▶ Exercise instructions: Could you show all lines in the entries below that contain the string "after"?

Stored items
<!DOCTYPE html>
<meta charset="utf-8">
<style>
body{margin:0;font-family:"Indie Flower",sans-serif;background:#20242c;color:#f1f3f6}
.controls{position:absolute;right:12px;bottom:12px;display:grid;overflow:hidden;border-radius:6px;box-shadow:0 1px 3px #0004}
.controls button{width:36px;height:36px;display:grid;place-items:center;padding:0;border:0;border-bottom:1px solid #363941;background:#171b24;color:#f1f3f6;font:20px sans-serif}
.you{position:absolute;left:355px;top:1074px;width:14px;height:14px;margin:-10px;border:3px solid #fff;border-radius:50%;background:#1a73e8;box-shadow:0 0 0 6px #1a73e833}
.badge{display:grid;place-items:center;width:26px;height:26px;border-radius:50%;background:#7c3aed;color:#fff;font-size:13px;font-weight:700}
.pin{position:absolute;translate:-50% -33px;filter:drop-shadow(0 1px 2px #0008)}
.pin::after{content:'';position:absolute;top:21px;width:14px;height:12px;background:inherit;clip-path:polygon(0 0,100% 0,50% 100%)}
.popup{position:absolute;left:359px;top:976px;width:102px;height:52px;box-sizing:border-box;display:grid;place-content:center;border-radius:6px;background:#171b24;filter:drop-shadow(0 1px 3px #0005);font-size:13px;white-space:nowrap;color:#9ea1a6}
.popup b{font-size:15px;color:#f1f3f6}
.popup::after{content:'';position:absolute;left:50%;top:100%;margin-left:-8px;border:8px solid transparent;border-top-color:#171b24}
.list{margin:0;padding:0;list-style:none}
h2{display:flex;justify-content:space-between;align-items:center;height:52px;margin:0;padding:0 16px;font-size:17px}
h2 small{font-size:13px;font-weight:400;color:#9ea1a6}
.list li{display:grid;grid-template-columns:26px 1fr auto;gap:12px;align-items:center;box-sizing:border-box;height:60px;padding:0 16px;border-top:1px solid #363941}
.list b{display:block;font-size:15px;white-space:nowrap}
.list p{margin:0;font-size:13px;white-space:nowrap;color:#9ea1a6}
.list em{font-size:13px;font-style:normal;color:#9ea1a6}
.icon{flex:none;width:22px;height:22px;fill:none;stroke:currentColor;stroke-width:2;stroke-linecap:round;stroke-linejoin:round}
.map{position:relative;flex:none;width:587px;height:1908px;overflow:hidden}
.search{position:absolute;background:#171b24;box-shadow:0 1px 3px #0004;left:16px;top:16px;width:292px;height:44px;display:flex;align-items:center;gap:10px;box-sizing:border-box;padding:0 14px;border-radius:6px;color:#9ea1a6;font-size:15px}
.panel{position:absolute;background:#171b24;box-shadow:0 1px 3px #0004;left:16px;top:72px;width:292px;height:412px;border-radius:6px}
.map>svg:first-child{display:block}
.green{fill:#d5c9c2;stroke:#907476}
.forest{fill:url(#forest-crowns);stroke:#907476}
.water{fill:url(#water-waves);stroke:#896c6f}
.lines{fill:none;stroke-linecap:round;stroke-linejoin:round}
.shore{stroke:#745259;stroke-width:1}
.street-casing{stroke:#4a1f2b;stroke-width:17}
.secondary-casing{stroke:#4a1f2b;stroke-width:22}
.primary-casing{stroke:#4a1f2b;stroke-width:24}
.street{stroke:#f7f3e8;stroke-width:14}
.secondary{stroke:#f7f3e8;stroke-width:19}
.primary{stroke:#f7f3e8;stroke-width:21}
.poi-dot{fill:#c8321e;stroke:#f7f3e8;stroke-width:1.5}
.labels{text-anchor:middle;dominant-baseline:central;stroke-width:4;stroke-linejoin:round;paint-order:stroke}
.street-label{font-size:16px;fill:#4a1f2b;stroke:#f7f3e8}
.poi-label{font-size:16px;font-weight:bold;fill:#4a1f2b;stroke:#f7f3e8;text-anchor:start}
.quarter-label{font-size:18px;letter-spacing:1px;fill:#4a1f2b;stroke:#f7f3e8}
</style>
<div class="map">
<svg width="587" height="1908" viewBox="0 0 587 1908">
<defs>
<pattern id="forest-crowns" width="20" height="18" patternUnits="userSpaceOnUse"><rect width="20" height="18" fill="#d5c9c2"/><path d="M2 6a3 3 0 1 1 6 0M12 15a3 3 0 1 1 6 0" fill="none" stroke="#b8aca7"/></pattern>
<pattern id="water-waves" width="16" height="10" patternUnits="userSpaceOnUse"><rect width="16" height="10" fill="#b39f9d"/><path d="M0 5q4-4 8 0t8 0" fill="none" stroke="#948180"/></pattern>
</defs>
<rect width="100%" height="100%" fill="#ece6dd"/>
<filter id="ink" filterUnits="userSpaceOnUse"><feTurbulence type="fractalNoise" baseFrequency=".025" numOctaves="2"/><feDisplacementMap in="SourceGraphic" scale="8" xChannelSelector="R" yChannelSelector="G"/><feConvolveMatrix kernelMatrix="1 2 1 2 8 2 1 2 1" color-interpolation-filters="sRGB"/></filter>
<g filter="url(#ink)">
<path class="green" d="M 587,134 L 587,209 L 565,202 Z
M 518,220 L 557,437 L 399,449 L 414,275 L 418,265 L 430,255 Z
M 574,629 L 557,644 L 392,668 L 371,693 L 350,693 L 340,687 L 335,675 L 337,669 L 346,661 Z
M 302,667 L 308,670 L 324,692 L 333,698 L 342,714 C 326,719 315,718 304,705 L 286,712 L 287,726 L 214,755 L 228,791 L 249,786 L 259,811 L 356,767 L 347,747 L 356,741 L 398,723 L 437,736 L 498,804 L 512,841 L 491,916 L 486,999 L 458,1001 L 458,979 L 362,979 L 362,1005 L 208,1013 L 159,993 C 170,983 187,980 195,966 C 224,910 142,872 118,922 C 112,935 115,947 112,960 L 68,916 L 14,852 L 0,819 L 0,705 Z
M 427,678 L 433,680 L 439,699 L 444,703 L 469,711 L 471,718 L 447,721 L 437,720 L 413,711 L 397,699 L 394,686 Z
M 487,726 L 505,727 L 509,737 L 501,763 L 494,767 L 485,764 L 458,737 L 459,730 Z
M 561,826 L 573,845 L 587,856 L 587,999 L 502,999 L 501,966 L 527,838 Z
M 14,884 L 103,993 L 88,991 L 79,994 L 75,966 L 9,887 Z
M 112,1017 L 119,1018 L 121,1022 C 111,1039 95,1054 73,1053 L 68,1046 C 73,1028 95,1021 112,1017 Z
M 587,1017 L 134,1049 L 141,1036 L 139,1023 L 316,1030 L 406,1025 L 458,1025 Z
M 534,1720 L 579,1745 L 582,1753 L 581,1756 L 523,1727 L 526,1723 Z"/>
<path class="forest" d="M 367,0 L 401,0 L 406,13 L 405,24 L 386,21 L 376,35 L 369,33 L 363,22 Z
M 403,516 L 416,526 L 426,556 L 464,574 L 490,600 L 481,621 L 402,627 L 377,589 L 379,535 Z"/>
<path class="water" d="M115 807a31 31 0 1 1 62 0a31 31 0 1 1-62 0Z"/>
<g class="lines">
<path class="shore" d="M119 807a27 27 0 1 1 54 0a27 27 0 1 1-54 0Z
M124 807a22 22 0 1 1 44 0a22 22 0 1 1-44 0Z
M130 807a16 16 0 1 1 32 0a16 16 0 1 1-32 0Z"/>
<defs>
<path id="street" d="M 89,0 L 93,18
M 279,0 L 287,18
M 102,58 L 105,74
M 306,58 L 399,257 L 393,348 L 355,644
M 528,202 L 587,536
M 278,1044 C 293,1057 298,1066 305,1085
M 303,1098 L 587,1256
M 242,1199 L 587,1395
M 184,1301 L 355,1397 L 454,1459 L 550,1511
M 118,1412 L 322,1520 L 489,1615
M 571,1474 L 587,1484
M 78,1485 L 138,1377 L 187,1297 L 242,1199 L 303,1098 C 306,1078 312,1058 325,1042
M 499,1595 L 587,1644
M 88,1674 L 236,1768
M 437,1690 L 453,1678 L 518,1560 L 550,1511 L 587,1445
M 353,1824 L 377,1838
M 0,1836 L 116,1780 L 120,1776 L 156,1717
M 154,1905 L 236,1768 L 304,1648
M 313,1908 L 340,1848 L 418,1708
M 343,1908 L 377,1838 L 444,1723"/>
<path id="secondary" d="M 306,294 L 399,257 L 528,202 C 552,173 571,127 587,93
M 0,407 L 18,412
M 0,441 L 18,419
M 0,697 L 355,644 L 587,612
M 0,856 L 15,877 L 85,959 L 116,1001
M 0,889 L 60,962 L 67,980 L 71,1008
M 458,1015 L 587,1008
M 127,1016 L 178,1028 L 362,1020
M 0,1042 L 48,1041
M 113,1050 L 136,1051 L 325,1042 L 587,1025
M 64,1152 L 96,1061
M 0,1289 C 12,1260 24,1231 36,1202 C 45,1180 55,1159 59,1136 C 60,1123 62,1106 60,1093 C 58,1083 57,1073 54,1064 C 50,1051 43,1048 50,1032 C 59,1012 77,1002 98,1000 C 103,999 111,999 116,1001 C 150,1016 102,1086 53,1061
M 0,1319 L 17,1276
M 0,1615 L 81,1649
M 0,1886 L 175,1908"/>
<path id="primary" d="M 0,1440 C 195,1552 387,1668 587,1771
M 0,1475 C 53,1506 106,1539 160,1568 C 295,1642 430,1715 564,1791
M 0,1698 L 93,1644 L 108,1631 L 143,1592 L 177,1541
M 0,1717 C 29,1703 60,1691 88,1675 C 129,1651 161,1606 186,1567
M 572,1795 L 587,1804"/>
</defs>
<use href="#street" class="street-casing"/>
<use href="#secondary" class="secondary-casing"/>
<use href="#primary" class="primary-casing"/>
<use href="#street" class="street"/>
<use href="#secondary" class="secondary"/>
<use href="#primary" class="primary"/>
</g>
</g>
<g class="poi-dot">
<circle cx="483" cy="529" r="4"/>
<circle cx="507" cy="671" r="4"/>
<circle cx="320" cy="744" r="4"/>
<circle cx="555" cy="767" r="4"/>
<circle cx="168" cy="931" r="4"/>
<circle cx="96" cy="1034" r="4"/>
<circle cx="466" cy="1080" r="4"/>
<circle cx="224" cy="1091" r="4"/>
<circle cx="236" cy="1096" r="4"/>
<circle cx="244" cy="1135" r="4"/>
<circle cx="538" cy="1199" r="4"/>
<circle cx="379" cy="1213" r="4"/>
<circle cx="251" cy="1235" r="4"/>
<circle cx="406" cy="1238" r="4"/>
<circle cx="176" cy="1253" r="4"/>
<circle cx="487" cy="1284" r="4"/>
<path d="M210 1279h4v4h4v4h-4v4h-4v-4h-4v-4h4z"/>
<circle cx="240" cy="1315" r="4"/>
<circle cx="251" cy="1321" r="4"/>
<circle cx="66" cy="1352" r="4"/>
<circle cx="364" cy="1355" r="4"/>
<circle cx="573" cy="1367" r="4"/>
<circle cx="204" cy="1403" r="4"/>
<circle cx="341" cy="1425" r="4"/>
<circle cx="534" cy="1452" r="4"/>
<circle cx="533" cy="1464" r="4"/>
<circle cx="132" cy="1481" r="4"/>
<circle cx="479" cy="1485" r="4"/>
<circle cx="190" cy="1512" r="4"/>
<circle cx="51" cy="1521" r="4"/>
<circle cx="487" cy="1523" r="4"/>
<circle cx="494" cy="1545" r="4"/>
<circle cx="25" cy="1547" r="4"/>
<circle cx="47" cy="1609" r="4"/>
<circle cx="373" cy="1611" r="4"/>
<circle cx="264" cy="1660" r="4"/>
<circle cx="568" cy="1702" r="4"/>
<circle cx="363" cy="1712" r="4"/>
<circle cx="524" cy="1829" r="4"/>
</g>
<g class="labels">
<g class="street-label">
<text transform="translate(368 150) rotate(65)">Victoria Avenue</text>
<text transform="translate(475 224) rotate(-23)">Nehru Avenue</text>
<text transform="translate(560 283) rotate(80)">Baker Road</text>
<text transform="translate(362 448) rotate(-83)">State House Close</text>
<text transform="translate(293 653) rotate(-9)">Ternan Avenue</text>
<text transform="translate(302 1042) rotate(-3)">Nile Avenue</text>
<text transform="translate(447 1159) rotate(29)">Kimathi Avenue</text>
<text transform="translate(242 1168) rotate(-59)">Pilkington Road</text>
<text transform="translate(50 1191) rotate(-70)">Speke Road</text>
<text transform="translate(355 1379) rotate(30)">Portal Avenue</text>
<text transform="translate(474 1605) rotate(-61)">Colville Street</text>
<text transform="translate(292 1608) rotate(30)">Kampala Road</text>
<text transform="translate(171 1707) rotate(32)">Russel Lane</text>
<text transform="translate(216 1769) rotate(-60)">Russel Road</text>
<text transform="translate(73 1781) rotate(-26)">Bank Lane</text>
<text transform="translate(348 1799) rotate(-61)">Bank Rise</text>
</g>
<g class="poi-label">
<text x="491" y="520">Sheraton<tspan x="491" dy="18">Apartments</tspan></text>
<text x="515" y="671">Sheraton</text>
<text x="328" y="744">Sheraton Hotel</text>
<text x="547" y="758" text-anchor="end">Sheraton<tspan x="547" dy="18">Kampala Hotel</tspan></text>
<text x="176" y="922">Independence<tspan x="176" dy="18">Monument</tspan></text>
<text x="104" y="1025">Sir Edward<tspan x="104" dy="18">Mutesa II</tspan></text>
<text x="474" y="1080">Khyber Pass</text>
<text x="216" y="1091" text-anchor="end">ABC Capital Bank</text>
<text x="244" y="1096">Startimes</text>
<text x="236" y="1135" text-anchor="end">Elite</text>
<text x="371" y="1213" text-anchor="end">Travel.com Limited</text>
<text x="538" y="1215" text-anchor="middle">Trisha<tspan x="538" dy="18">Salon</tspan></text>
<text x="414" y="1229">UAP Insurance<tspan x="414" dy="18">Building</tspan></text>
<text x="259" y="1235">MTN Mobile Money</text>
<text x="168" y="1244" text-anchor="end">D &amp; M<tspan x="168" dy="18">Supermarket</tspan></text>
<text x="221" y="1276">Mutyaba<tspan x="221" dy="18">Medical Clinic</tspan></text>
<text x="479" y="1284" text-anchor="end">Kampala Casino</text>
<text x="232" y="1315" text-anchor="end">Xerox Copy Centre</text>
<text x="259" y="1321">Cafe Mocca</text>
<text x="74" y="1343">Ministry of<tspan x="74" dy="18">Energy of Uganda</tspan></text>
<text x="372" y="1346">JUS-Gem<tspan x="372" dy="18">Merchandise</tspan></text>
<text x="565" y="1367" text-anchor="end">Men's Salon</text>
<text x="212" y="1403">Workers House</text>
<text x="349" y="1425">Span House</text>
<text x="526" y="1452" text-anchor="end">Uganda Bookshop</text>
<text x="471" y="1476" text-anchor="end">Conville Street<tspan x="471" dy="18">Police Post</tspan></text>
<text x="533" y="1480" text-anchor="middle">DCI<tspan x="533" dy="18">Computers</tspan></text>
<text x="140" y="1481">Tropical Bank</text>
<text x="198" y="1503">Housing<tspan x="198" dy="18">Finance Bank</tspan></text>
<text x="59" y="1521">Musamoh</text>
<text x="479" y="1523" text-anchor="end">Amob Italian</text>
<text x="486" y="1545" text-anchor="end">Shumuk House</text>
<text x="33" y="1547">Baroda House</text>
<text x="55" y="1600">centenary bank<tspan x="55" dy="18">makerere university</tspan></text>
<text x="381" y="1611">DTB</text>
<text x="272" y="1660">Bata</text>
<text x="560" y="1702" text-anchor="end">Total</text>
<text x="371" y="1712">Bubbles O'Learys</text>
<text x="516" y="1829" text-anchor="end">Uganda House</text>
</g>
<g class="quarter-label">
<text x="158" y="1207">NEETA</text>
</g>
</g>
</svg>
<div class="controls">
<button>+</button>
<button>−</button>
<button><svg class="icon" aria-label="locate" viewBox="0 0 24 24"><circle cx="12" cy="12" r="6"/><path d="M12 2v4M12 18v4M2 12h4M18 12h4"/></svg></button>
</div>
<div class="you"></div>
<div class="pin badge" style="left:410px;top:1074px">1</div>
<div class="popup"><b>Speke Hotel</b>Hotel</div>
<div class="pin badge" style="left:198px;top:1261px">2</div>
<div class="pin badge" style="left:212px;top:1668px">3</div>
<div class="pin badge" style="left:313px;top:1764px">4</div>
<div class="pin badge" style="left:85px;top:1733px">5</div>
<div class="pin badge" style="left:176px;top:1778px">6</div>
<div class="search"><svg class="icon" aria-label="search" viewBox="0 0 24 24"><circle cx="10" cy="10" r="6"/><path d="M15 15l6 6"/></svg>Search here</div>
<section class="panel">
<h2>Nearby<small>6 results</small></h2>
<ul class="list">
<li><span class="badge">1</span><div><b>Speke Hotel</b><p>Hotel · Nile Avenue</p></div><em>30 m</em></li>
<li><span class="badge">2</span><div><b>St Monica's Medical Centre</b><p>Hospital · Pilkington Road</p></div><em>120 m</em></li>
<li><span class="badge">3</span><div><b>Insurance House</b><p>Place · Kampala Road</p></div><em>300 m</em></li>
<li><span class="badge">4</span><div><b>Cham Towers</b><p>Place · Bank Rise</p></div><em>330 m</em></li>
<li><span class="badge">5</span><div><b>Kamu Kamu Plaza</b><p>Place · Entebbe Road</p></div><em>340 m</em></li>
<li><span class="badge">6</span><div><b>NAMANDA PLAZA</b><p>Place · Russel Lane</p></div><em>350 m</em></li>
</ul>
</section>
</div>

▶ Your solution:
.pin::after{content:'';position:absolute;top:21px;width:14px;height:12px;background:inherit;clip-path:polygon(0 0,100% 0,50% 100%)}
.popup::after{content:'';position:absolute;left:50%;top:100%;margin-left:-8px;border:8px solid transparent;border-top-color:#171b24}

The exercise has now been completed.